Dr Head said that he was “not so keen on vaccine passports for attending an event in the UK, but more so on needing a vaccine passport of some kind for going abroad”. He also warned that while rapid testing was “one useful feature”, the public should remember that “these tests are not particularly accurate”.

“If it says you’re positive for COVID-19 then that’s right and the false positive rate is very low, but what that does miss out on is that it can give a negative result to someone who is positive,” he said. “If you screen everyone going to an event, you might pick up a few positive cases and that’s good because you won’t admit them and they can be safely encouraged to self-isolate. But there will still be people who test negatively at that point who are in fact positive.

“What we don’t want is for tests to give false reassurances to people. They’re not fool-proof and they’re not the answer.”

CREDIT: Andrew Chin/Getty Images

On the matter of how line-ups might be affected, Dr Head said that we currently can’t be certain what the rules will be for quarantining for overseas travel when the summer rolls around and that “those policies might change in the last minute”.

He also warned of the dangers of unvaccinated people catching long COVID if normality returns too soon, claiming that “long COVID is probably not talked about enough, especially among younger populations who think that they might not be particularly likely to die from it”.

“We know that long COVID affects people with a mild initial illness, we know that it affects young and healthy people and we know that around one fifth of people with COVID-19 have symptoms around five weeks later,” he said. “Around 10 per cent of people are still suffering around 12 weeks later.
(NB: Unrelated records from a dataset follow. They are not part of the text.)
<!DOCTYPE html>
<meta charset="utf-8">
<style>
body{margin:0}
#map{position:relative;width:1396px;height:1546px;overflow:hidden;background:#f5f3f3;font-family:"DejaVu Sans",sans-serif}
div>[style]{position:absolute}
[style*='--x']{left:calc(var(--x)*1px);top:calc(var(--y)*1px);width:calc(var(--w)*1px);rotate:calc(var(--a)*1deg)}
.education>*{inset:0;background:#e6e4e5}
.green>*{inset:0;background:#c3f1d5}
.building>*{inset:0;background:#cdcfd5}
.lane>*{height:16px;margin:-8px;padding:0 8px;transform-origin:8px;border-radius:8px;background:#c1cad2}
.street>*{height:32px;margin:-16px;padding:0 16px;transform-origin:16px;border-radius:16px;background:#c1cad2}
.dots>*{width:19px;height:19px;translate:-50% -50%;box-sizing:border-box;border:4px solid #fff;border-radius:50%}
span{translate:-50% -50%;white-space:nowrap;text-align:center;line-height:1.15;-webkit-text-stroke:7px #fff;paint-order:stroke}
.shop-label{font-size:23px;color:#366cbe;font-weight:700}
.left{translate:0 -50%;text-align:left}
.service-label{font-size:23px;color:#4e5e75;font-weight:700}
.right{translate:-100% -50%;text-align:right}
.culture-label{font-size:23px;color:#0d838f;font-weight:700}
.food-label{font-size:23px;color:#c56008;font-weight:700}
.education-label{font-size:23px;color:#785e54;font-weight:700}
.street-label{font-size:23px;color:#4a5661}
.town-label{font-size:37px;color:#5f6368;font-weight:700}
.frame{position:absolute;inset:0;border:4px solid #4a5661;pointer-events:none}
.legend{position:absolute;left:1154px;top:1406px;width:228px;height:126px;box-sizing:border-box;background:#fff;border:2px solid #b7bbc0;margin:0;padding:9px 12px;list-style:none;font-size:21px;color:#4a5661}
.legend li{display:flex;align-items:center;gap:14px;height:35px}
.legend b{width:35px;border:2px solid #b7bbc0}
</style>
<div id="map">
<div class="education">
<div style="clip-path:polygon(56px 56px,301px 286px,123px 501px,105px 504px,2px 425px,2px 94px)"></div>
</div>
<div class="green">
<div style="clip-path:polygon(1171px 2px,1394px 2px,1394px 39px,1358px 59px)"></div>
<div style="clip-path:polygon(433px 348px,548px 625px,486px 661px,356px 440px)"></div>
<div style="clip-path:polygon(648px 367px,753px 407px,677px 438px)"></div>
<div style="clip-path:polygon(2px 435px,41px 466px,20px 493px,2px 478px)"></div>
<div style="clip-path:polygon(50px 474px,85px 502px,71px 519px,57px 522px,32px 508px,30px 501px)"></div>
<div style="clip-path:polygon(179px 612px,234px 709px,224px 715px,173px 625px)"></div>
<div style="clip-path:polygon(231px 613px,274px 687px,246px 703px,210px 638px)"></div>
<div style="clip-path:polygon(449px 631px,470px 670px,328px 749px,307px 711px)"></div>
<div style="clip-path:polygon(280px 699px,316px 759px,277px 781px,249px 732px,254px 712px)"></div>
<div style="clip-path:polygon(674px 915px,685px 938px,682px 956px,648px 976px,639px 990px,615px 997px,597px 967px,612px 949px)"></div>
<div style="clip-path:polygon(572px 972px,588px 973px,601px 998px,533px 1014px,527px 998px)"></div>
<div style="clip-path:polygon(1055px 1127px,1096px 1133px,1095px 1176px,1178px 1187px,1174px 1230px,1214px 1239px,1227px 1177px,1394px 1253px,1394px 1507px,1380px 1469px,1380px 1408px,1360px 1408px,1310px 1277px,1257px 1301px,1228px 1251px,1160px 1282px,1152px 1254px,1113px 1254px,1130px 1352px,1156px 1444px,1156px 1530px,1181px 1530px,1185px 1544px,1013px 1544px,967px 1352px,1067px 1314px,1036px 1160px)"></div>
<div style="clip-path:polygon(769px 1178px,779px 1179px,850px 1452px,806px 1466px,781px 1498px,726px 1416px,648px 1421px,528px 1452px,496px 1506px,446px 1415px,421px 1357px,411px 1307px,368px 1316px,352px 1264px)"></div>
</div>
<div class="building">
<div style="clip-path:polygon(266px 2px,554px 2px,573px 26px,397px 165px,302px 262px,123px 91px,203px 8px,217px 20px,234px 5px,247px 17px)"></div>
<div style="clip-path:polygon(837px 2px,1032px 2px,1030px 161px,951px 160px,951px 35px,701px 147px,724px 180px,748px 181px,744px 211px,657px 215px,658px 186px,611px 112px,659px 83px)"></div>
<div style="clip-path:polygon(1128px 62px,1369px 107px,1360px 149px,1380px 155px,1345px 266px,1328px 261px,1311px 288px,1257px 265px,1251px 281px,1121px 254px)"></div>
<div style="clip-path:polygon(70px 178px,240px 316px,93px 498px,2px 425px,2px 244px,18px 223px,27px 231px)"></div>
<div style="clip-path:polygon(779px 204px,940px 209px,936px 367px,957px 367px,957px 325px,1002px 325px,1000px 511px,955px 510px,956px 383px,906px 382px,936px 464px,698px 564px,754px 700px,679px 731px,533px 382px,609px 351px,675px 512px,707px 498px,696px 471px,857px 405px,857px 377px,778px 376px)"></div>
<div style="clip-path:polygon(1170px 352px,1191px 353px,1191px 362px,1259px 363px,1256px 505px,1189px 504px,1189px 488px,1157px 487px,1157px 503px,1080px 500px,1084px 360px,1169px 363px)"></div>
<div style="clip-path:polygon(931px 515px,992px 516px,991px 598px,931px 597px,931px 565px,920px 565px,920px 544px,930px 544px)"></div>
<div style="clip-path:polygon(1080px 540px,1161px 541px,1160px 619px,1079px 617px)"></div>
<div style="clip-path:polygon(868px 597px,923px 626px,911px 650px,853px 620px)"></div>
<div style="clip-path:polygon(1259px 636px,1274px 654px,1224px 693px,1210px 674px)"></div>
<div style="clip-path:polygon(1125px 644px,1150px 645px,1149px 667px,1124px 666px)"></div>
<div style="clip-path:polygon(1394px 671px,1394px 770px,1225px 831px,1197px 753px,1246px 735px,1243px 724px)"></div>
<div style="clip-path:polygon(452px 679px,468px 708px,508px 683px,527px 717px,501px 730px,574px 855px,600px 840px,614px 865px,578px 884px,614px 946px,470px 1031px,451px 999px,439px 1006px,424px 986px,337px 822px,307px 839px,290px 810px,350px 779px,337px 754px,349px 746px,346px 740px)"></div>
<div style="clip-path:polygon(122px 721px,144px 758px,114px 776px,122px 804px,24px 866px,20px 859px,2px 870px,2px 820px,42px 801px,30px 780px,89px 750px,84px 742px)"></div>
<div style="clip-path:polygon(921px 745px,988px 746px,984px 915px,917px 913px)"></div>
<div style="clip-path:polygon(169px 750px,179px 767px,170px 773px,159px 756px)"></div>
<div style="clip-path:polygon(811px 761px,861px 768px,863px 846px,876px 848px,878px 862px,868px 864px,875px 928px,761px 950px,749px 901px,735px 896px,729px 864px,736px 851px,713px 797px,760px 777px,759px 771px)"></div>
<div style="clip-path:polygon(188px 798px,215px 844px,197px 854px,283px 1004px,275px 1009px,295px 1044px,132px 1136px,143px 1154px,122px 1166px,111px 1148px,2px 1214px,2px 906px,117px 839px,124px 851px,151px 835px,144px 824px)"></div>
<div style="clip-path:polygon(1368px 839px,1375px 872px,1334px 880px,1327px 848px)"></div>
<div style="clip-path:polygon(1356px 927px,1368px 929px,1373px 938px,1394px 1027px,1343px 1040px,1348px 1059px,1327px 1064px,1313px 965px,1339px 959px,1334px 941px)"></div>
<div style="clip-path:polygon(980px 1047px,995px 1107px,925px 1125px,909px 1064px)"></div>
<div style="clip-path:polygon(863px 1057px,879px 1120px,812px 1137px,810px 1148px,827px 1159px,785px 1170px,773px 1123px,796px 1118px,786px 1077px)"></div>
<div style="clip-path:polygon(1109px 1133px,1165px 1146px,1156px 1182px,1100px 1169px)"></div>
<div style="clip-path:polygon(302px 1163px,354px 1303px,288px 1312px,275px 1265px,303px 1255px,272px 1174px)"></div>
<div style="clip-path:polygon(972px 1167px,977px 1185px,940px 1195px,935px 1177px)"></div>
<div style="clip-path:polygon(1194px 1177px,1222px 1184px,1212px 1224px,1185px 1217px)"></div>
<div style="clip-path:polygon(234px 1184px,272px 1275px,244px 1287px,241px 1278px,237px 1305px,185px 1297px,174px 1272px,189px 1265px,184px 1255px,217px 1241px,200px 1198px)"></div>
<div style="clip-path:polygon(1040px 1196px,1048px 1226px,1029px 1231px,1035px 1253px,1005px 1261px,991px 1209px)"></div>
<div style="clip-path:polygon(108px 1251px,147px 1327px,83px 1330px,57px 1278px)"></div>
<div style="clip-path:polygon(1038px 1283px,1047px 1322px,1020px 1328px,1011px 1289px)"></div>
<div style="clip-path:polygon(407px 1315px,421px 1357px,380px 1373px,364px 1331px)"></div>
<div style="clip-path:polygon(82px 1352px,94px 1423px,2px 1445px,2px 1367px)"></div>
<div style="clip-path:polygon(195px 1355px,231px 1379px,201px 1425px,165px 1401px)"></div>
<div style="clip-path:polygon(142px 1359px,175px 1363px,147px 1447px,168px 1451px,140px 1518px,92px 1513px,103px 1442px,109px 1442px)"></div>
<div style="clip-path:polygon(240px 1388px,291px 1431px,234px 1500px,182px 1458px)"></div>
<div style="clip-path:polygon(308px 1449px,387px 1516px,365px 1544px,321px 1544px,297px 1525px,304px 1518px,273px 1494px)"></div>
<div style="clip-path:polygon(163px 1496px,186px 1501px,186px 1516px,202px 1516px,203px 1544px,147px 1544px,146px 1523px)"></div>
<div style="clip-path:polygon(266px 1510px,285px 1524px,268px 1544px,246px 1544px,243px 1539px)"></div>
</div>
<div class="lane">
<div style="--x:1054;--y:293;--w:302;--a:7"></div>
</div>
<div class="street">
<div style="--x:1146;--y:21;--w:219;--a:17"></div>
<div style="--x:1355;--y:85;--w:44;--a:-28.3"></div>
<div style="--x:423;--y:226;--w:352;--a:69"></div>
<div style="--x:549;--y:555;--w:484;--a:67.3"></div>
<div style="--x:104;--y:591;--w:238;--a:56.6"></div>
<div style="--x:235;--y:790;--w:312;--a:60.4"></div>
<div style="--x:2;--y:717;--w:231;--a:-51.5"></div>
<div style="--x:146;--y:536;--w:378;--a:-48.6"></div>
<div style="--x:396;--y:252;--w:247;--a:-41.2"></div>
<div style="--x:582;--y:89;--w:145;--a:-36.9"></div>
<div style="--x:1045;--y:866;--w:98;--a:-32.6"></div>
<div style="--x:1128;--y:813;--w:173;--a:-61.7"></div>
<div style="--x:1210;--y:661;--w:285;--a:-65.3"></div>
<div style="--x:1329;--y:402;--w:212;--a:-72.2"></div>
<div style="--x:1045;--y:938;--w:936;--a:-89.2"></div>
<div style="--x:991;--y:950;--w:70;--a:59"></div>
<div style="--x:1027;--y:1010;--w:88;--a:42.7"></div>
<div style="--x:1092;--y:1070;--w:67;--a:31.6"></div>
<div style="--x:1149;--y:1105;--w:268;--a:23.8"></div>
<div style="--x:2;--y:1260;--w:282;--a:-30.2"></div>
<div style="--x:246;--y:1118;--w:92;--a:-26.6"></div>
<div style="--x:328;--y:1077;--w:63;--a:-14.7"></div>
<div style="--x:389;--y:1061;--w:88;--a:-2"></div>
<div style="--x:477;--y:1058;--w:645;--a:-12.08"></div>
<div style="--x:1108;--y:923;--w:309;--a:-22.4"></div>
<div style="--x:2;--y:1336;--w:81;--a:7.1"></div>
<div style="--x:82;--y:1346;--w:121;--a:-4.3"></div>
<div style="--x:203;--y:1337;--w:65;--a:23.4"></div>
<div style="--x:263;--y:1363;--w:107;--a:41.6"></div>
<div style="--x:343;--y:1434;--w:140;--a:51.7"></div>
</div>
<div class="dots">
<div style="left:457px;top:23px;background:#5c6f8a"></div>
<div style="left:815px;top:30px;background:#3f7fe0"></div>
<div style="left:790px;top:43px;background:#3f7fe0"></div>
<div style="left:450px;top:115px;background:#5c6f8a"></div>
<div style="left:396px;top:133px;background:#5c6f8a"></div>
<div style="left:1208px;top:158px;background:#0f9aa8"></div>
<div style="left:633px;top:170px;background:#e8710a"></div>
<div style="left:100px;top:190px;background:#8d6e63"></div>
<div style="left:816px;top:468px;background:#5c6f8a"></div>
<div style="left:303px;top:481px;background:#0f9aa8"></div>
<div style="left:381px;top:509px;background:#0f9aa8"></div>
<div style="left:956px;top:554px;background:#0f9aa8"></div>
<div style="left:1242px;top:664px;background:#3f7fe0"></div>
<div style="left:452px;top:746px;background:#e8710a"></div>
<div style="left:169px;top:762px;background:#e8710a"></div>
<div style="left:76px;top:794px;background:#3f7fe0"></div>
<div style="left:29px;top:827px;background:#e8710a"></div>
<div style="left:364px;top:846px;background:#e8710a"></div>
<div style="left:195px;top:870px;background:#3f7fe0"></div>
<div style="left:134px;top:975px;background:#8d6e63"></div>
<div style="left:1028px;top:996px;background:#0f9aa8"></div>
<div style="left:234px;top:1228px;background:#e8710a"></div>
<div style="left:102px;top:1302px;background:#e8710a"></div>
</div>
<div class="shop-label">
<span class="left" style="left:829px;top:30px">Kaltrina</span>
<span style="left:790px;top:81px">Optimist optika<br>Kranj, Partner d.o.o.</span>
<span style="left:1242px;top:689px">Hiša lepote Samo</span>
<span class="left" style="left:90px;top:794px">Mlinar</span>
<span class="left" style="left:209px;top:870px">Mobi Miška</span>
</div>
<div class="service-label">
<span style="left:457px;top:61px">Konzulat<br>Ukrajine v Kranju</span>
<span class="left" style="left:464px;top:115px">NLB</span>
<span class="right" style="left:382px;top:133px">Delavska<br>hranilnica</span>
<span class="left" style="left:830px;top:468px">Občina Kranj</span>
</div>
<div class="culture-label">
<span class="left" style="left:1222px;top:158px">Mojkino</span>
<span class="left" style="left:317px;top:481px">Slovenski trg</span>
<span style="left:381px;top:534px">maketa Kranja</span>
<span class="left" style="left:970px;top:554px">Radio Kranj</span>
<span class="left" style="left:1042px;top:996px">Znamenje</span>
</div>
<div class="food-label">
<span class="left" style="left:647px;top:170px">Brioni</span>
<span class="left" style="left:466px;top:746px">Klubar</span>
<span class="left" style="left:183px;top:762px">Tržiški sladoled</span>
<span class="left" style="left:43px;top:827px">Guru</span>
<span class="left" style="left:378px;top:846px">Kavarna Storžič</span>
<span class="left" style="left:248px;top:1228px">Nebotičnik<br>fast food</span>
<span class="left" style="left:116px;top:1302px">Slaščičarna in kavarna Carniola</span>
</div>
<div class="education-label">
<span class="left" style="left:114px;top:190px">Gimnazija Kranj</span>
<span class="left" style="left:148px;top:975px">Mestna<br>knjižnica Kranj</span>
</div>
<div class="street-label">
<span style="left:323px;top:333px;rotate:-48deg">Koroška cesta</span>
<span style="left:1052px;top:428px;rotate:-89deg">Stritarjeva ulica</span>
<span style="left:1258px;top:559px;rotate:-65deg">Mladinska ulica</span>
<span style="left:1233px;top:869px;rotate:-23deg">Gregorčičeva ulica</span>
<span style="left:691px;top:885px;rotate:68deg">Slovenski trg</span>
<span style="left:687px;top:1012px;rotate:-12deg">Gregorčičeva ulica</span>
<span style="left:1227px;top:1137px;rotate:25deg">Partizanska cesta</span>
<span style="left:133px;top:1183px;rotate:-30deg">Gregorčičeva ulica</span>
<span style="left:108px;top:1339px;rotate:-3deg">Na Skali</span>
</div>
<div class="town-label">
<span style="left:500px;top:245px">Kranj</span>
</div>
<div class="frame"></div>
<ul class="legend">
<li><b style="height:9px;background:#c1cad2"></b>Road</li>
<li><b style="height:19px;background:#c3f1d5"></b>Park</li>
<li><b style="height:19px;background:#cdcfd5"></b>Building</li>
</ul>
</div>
We still don’t know the real long-term effects of COVID just yet.

“With young people, it’s probably long COVID that they need to be the most worried about in terms of their own health – rather than being hospitalised with COVID-19.”

Parklife festival
The crowd at Parklife Festival in 2018 CREDIT: Joseph Okpako/WireImage

Dr Head called for “a slow and steady return to normality” once government-sanctioned test events have proven to be successful, and encouraged everyone to take up the vaccine if offered it between now and the summer.

“If there’s one thing we’ve learned it’s that we should take a cautious approach to COVID-19,” he added. “Look at a lot of the lockdown measures that we put in place too late against expert advice, for example. We’ve seen one of the highest death tolls in the world, in terms of numbers and rates. The UK response generally has not been a good one.

“A cautious approach over what we hope will be the last few months of restrictions on our society and our movement and when we start to return to normality in June – that will stand us in good stead in the long term. Going to events will be part of that.”

UK trial events for live music are set to take place in the coming months, including some venues testing health passports. Further test events will also happen throughout Europe after Primavera Sound festival’s recent trial for the return of gigs with no social distancing but same-day antigen testing found no infection rate.